CUDA-Insight-AI

Objective

CUDA-Insight-AI is a command-line tool that analyzes CUDA kernels by combining static analysis, optional runtime profiling, and an LLM agent with tool-calling. The goal is to help developers detect potential performance issues and receive optimization suggestions for GPU code (CUDA kernels).

Why This Project Matters

Helps developers understand GPU performance bottlenecks without deep CUDA expertise
Provides AI-driven optimization guidance that combines static analysis and runtime metrics
Bridges traditional developer tools and modern LLM agentic systems for code analysis
Useful for GPU/AI engineering education and performance optimization workflows

Tech Stack

Python (CLI, orchestration)
CUDA C/C++ (kernels)
C++17 (profiler)
OpenAI API / LLM function calling
JSON-based tool-calling
CMake (C++ build)

Project Architecture

CUDA-Insight-AI/
├── src/
│   ├── ai/
│   │   ├── llm_agent.py                    # LLM agent with tool-calling
│   │   └── tool_calling_schema.json        # Tool schema for the agent
│   ├── analysis/
│   │   └── static_analyzer.py              # Static analyzer for CUDA kernels
│   ├── cli/
│   │   └── main.py                         # Command-line interface
│   ├── cuda/
│   │   ├── example_kernels/                # Example CUDA kernels
│   │   │   ├── saxpy.cu
│   │   │   ├── vector_add.cu
│   │   │   └── divergent_kernel.cu
│   │   └── runner.py                       # CUDA kernel runner
│   └── profiling/
│       ├── profiler.cpp                    # C++ profiler for runtime metrics
│       ├── profiler_wrapper.py             # Python wrapper for the profiler
│       └── CMakeLists.txt                  # Build configuration
├── tests/                                  # Unit tests
├── examples/                               # Usage examples
├── report/                                 # LaTeX report
└── requirements.txt                        # Python dependencies

Analysis Pipeline

The analysis pipeline follows three main steps:

CUDA (.cu file)
        │
        ▼
Static Analyzer ────► JSON (analysis)
        │
        ▼
   Profiler (opt) ─► JSON (metrics)
        │
        ▼
    LLM Agent ─────► Final Report

1. Static Analysis

The static analyzer (src/analysis/static_analyzer.py) inspects the CUDA source file without executing it. It detects:

Kernel definitions (__global__ functions)
Thread indexing patterns (threadIdx, blockIdx, blockDim)
Simple patterns that may cause warp divergence
Memory access patterns (e.g., a[i], a[i + stride])

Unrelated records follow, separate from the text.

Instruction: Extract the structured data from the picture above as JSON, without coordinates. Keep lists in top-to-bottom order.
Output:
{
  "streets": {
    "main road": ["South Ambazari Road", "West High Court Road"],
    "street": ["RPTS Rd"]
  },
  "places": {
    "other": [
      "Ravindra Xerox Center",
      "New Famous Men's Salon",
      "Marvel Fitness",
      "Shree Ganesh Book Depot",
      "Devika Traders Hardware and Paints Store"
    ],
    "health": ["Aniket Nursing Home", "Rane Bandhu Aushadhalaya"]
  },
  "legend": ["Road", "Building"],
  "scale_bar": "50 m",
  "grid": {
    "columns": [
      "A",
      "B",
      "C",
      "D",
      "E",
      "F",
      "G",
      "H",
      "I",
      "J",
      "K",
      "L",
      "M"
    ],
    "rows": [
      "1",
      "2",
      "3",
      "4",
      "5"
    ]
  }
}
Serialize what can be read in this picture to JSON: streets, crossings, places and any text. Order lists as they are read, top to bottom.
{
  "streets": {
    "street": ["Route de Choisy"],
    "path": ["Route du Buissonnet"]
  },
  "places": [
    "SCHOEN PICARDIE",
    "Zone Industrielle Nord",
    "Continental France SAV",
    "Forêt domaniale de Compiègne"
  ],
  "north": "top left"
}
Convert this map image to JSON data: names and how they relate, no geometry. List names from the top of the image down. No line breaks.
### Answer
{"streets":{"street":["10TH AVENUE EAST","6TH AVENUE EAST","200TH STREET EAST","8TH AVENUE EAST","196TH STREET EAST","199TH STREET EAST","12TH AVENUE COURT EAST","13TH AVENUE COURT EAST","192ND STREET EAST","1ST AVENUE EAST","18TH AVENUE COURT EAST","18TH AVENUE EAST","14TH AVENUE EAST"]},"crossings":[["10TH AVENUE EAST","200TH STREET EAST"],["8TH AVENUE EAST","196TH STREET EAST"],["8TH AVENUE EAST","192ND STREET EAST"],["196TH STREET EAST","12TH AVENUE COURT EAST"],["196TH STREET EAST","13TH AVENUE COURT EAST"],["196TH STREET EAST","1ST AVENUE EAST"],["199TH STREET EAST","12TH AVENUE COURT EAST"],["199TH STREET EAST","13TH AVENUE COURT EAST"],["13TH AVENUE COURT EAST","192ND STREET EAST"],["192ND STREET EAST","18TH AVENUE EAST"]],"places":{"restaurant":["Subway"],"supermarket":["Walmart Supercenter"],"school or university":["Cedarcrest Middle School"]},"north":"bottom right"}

The analyzer returns a JSON dictionary containing the extracted information, usable by the LLM agent.

2. Profiling (Optional)

The profiler (src/profiling/profiler_wrapper.py) measures runtime performance of the kernel when a compatible NVIDIA GPU and CUDA environment are available. It provides:

Kernel execution time
Other performance metrics if available

If no GPU is available, the profiler can operate in mock mode to allow testing of the rest of the pipeline.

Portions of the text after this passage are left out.